November 02 2007



by Michael Alan Goldberg

MG-So who’s responsible for the nightmarish underworld beasts and landscapes found on High on Fire album covers and posters (and even their brand of hot sauce) compelling imagery in the classic metal tradition that perfectly accompanies the Bay Area band’s staggering wallop and doomy lyrical aesthetic? That’d be visual artist Arik Roper, who’s teamed with HoF’s Matt Pike and Des Kensel for years, and whose work has also been seen in Arthur, Revolver, and Guitar World, among many other places.

How did you first link up with High on Fire were you a fan of their music, or were they a fan of your artwork, or both?

AR-I guess it actually started way back when I met Matt, years ago during the Sleep days. We got reconnected when High on Fire came about and somehow it just fell into place. He and I had a mutual respect for each other’s craft. I was definitely into the
music regardless of my connection to it.





MG-Do you listen to a new High on Fire album a number of times to get a sense of what kind of art you want to create, or do you go into it with a fairly good idea of the imagery and feeling you want to convey?

AR-I prefer to listen to the music first, which is normally how it’s been done in the past. I’ll listen to the rough mix or whatever is available to form an idea. But in the case of Death is this Communion, I wasn’t able to get any audio during that stage, so I worked from lyrics to get some imagery. Matt writes lyrics that evoke scenes, so that helped. I try to capture their vibe the best I can they have a feel and a tone which is practically visual on its own.

MG-How involved is the band as far as the artwork goes do you present them with ideas and consult with them along the way, or do you just give them a final piece of work?

AR-They don’t usually have a very specific idea, so they leave it up to me. I came up with about three or four ideas based on what I knew about them and the music, and from there we focused on the one we liked the most. I try to get ideas from Des and Matt, but usually they just tell me to think of something since they’re consumed with recording process. I delved into some Lovecraftian ideas which i got from the lyrics. I wanted to make something mysterious.

MG-What appeals to you most about High on Fire’s music, and the band as people?

AR-I think one of the reasons I work well with them is because there’s some natural chemistry involved. The music and lyrics are generally about themes I’m interested in anyway. It was the same with Sleep, the familiarity of where that music comes from has always been very strong to me. The mythology, the occult/religious symbolism they’re all elements that I often work with on my own as well.
High on Fire has a rawness and sincerity that’s unmistakable, and it shows, it crosses boundaries. Matt and I have similar interests, I’ve always found him to be kindred, as if we’re cut from the same cloth. He’s got a unique presence. Of course I admire his drive and talent also. Des and I normally deal with the business of the art together. He’s a real solid guy and drums like a martial artist, it blows me away.

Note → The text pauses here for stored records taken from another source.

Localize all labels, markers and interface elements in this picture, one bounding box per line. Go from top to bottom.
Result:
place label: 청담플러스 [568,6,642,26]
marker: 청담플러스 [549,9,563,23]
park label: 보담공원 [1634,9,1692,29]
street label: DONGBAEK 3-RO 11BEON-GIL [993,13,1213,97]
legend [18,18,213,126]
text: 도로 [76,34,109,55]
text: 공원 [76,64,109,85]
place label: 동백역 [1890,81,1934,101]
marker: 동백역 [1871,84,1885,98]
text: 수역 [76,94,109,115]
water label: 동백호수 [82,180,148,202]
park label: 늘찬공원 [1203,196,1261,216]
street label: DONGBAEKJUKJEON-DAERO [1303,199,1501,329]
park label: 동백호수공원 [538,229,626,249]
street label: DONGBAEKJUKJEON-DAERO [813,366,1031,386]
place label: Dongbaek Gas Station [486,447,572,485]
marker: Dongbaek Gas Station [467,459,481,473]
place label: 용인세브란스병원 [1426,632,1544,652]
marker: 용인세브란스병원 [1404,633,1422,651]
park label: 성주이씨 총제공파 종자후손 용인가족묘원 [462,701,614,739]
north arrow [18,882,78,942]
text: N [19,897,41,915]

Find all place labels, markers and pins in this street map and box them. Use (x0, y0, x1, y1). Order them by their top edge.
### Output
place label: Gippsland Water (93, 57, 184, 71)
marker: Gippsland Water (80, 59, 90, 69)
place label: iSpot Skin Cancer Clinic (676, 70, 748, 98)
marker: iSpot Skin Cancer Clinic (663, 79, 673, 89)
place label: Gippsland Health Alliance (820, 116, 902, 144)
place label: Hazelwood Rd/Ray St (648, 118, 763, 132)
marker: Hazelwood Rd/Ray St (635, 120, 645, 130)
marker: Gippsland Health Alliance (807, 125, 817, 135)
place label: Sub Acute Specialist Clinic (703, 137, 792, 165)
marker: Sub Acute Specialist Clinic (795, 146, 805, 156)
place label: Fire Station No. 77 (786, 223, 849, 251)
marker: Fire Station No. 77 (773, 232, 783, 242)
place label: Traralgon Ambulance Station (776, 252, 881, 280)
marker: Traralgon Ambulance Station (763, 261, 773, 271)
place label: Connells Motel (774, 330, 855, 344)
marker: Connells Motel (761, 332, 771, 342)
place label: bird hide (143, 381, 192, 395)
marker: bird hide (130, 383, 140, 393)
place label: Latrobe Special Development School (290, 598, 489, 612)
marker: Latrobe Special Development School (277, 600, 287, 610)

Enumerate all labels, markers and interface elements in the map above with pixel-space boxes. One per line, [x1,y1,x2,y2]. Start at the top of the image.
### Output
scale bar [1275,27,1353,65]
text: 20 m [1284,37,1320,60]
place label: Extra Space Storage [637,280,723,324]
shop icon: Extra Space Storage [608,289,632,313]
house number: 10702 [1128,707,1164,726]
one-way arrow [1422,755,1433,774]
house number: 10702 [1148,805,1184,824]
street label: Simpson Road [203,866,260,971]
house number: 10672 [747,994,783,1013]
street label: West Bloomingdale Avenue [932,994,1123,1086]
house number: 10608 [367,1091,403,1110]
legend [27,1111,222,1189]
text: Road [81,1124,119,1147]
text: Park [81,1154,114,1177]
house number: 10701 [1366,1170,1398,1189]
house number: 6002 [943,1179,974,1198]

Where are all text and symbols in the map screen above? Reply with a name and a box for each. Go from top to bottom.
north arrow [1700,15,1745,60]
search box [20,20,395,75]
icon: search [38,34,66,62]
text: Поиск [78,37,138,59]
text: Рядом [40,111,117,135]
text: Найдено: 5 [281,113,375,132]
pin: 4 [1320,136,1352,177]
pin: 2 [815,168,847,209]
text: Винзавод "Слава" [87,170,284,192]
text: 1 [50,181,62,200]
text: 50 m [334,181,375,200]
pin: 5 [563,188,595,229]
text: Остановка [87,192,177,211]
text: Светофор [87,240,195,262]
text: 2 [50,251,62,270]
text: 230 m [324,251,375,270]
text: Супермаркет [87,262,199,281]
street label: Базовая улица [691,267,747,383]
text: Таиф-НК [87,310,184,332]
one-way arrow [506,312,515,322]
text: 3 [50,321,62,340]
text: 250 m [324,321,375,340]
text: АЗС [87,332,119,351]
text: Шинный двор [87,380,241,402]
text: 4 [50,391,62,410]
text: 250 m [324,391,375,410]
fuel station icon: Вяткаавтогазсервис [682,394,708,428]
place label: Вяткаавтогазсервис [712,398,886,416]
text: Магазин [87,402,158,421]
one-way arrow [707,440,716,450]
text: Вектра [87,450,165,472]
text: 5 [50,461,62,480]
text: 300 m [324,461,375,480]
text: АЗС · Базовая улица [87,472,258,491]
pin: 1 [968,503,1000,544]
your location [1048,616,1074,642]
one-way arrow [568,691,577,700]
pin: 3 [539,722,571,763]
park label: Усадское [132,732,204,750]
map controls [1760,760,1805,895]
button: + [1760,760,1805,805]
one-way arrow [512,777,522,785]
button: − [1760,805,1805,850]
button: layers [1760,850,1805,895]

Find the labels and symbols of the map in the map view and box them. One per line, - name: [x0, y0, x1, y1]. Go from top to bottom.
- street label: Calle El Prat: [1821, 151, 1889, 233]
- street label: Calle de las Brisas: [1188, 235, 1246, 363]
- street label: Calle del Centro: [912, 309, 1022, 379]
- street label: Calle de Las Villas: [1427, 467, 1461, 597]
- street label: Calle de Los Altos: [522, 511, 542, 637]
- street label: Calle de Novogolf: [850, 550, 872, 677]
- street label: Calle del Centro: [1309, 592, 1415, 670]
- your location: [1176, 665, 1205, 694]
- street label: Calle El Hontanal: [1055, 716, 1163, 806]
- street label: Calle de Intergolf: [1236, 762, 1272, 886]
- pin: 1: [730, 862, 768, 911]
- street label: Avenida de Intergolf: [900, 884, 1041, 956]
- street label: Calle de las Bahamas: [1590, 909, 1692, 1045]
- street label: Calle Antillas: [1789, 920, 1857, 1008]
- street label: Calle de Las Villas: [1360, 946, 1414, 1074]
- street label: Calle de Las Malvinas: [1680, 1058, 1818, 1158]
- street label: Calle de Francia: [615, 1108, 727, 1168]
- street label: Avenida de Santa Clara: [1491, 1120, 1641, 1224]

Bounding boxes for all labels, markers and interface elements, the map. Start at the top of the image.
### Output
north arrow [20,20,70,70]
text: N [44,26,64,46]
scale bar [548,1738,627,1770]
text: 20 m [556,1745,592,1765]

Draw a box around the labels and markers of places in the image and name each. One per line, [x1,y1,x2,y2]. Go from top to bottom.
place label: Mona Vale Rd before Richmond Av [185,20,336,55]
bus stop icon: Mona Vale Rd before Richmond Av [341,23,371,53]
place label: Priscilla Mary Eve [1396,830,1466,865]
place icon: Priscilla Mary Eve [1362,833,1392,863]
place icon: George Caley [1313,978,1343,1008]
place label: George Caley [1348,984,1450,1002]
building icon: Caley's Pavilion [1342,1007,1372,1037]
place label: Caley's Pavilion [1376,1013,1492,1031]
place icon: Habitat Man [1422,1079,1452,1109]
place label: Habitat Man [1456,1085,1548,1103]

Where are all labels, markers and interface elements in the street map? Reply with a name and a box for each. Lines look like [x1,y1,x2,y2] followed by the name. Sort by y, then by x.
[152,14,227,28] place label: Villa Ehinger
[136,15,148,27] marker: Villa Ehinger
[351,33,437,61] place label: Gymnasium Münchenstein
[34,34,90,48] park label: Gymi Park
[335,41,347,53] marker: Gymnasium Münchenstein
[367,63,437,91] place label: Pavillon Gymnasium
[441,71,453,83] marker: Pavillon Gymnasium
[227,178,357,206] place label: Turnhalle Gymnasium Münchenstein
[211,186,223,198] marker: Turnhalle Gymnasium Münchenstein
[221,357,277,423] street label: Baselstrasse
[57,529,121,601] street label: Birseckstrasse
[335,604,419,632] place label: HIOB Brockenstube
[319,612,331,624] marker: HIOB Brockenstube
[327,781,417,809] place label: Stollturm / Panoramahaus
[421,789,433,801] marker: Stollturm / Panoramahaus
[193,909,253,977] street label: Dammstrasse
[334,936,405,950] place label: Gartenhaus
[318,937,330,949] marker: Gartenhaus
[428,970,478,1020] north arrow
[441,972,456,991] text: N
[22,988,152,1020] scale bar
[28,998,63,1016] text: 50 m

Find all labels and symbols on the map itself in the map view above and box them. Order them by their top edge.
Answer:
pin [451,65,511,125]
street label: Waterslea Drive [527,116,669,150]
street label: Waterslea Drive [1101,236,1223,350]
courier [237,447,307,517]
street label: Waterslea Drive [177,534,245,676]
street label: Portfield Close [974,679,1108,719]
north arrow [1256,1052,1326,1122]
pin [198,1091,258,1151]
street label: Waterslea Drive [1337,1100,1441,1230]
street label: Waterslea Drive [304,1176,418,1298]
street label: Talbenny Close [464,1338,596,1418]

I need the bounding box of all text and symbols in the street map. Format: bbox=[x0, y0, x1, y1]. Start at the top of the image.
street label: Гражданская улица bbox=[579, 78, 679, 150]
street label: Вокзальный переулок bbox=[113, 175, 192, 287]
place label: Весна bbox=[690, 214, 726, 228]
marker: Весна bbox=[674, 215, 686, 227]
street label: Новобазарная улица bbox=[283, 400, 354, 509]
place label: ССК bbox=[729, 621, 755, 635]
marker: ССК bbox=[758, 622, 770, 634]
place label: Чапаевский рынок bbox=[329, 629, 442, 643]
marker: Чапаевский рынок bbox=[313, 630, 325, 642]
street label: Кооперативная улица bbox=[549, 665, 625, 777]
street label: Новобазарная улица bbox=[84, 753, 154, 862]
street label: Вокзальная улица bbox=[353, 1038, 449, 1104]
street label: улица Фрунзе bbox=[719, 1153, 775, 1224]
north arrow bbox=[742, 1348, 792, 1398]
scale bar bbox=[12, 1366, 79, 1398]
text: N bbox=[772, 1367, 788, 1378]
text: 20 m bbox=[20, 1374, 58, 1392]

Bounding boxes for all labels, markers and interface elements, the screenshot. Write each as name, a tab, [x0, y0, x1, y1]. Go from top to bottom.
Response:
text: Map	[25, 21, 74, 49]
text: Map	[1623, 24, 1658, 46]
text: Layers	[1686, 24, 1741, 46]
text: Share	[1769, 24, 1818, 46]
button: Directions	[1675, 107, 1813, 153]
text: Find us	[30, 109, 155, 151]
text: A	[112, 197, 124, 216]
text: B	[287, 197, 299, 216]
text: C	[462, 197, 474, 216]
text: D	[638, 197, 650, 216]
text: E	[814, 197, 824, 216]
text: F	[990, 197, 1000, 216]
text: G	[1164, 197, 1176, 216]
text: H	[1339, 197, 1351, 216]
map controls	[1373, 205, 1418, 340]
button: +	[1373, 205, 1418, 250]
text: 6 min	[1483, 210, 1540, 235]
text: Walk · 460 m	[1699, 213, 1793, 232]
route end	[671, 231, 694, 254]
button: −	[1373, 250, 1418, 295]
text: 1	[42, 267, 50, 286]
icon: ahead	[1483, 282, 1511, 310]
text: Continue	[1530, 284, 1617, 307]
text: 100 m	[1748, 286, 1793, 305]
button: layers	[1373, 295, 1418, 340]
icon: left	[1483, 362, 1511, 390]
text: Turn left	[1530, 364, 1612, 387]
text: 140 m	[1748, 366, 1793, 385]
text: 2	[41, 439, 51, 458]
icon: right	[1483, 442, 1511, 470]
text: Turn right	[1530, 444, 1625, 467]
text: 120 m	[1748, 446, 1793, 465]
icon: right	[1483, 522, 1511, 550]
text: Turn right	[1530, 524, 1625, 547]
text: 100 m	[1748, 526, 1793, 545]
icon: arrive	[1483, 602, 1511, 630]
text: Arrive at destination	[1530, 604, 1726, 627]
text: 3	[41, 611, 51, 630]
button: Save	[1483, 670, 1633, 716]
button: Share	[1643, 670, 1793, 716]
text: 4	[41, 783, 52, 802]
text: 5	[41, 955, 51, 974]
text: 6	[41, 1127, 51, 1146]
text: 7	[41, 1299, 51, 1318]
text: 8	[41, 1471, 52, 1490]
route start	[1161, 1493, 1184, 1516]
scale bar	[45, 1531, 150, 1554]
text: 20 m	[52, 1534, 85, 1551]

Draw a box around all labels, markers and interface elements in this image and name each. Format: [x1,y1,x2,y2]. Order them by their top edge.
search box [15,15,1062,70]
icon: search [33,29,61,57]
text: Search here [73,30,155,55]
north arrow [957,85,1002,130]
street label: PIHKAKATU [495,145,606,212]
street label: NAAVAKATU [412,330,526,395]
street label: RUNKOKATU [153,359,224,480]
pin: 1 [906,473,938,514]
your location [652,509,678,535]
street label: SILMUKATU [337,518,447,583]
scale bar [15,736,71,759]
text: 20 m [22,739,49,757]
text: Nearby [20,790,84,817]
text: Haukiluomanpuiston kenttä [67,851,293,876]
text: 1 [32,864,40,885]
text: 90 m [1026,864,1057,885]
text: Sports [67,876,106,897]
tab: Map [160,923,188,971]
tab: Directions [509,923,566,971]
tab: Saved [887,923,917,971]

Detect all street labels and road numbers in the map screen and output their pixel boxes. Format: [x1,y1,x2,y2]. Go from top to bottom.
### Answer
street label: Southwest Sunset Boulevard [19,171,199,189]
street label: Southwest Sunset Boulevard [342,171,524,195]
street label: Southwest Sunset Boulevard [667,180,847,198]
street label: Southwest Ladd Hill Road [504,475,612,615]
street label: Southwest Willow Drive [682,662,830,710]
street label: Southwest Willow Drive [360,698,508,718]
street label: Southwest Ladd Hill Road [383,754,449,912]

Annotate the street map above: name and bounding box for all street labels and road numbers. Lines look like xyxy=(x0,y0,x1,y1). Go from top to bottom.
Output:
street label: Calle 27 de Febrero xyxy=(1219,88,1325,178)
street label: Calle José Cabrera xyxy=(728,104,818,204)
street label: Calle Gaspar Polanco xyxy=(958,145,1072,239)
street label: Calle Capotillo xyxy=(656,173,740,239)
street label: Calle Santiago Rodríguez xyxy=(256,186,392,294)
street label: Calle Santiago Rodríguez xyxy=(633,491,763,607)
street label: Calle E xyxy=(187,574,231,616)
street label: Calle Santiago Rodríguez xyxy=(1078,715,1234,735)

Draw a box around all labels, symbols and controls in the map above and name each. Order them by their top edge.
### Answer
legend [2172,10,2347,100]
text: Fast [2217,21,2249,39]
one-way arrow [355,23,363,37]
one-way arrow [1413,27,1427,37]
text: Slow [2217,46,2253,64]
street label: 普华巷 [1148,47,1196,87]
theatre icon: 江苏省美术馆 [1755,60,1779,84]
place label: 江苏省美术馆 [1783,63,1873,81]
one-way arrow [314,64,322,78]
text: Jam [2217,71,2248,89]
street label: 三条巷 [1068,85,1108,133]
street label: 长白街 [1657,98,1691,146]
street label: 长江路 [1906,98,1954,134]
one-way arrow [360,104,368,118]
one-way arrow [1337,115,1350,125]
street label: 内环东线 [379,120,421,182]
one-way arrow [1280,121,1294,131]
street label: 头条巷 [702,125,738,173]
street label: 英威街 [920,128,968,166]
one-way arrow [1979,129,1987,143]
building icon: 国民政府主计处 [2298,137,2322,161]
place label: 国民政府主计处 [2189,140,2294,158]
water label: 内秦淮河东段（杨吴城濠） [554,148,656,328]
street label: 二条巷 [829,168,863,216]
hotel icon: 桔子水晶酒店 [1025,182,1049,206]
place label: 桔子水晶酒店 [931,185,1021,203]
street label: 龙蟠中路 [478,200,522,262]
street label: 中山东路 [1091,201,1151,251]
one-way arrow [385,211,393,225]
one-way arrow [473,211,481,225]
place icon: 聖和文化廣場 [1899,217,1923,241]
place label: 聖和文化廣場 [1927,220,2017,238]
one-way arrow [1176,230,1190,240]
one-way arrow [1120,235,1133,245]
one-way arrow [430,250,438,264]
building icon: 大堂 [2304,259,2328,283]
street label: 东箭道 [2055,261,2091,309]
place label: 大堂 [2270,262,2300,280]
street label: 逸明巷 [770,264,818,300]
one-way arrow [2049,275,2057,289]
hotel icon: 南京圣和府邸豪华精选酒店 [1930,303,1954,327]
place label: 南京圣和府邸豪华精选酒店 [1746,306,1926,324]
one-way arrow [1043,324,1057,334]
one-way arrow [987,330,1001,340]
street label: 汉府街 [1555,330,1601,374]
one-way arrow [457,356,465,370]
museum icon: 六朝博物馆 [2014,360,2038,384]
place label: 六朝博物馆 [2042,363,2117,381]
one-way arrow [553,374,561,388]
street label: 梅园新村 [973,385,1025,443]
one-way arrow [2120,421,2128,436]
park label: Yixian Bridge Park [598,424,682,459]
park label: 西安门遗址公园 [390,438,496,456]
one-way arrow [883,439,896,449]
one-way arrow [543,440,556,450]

MG-The artwork seems like such a vital part of the High on Fire presentation…in recent years, obviously, album art has gotten the shaft now that so many people just download albums and don’t have an actual piece of art to hold in their hands. Is that frustrating at all when you set out to work on an album cover or poster? Do you think certain genres or bands like High on Fire are immune to that issue, just because the visual part of it is pretty important to the overall aesthetic?

AR-Yeah, the visual side of music packaging has been diminished by the “compactness” and compression of the business, which is really unfortunate because I’ve always thought of art and music as complimentary components. The art of an album creates a world in which the music exists, and the music animates the art itself. When these two things work together, you have a world that becomes real. It exists visually and aurally in the mind, and that’s the beginning of any reality. It can really make or break a band. One way to look at it is this: The music is powerful and dynamic and moving, but it exists in the air, when you create a foundation (the art) is gives it a home, a cage, a tree, a house, whatever you want to call it, which exists physically and mentally.



MG-What’s been the most rewarding thing about working with High on Fire?

AR-It’s satisfying having the opportunity to create narratives for powerful and quality music. Being part of their work is an honor too. Plus, they work their asses off going all over the world touring, and with them goes part of me.